(Data records)
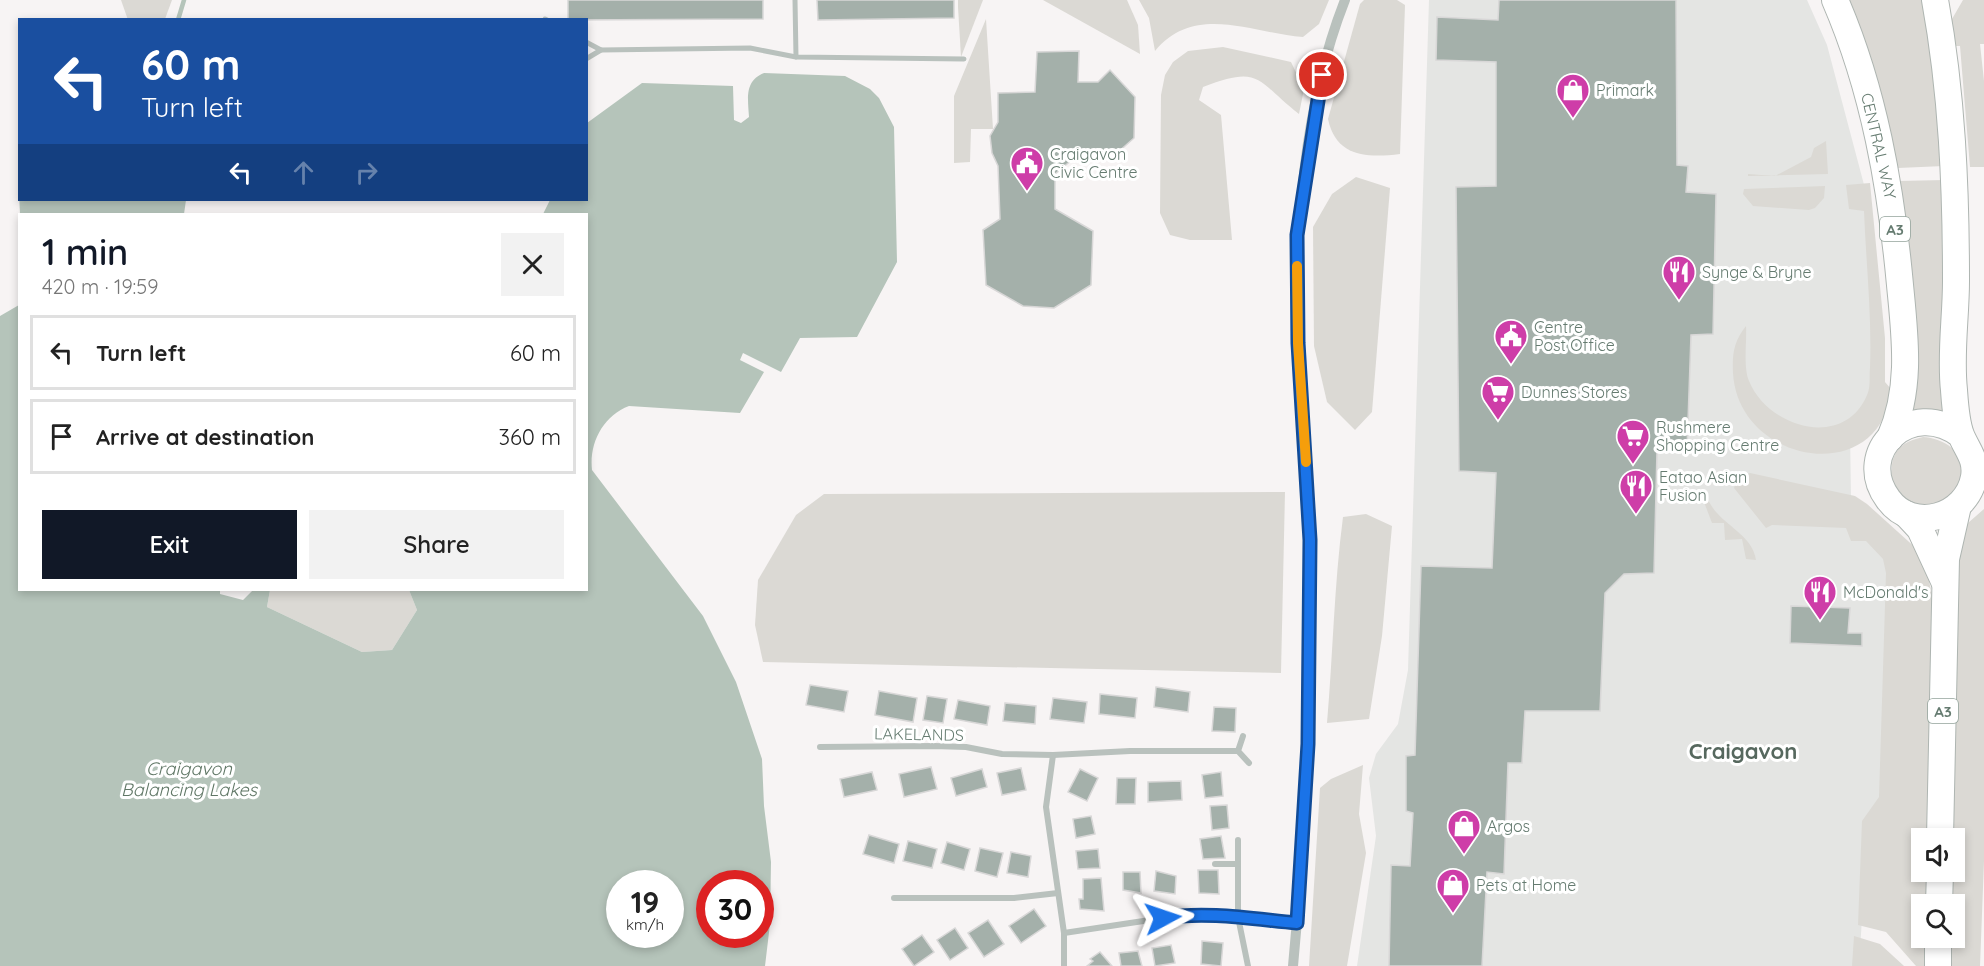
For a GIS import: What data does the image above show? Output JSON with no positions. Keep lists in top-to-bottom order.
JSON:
{
  "streets": {
    "highway": ["CENTRAL WAY", "A3"],
    "street": ["LAKELANDS"]
  },
  "crossings": [
    ["CENTRAL WAY", "A3"]
  ],
  "districts": ["Craigavon"],
  "water": ["Craigavon Balancing Lakes"],
  "places": {
    "shop": ["Primark", "Argos", "Pets at Home"],
    "public building": ["Craigavon Civic Centre", "Centre Post Office"],
    "restaurant": ["Synge & Bryne", "Eatao Asian Fusion", "McDonald's"],
    "supermarket": ["Dunnes Stores", "Rushmere Shopping Centre"]
  },
  "page": {
    "turn": ["60 m", "Turn left"],
    "heading": ["1 min", "420 m · 19:59"],
    "list": [
      {
        "name": "Turn left",
        "value": "60 m"
      },
      {
        "name": "Arrive at destination",
        "value": "360 m"
      }
    ],
    "buttons": ["Exit", "Share"],
    "speed": "19 km/h",
    "limit": "30"
  }
}
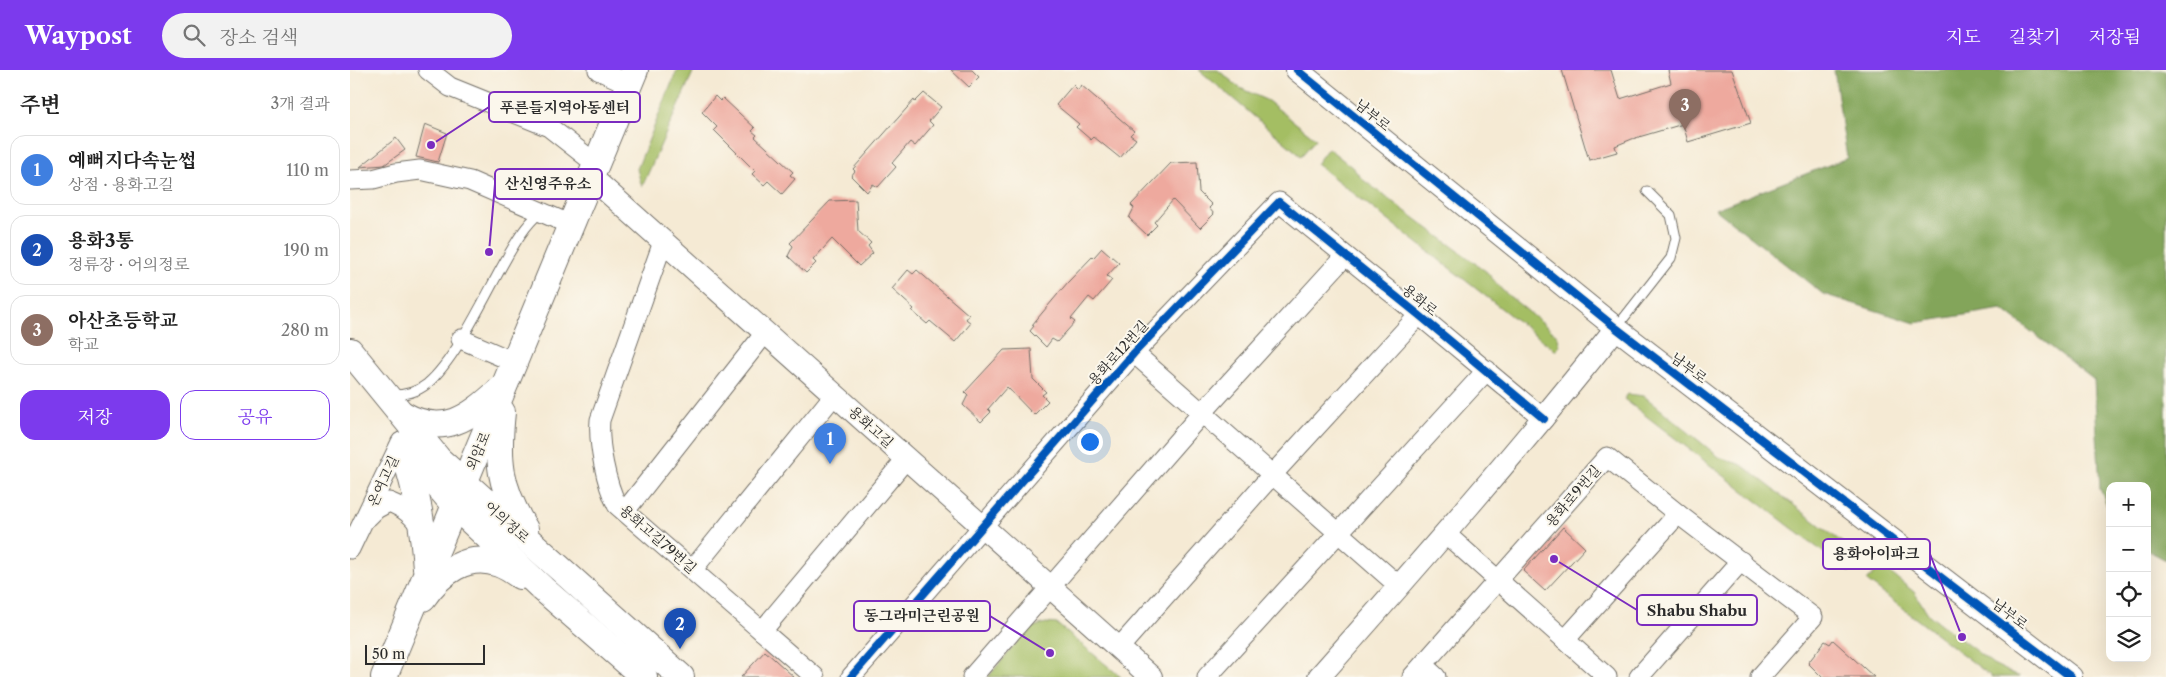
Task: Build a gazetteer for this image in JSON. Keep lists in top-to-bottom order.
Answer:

◆ **TASK OBJECTIVE**
The output should consist of every entry above, printed exactly, with the images removed.

◆ **ANSWER TO THIS TASK**
For a GIS import: What data does the image above show? Output JSON with no positions. Keep lists in top-to-bottom order.
JSON:
{
  "streets": {
    "highway": ["CENTRAL WAY", "A3"],
    "street": ["LAKELANDS"]
  },
  "crossings": [
    ["CENTRAL WAY", "A3"]
  ],
  "districts": ["Craigavon"],
  "water": ["Craigavon Balancing Lakes"],
  "places": {
    "shop": ["Primark", "Argos", "Pets at Home"],
    "public building": ["Craigavon Civic Centre", "Centre Post Office"],
    "restaurant": ["Synge & Bryne", "Eatao Asian Fusion", "McDonald's"],
    "supermarket": ["Dunnes Stores", "Rushmere Shopping Centre"]
  },
  "page": {
    "turn": ["60 m", "Turn left"],
    "heading": ["1 min", "420 m · 19:59"],
    "list": [
      {
        "name": "Turn left",
        "value": "60 m"
      },
      {
        "name": "Arrive at destination",
        "value": "360 m"
      }
    ],
    "buttons": ["Exit", "Share"],
    "speed": "19 km/h",
    "limit": "30"
  }
}
Task: Build a gazetteer for this image in JSON. Keep lists in top-to-bottom order.
Answer:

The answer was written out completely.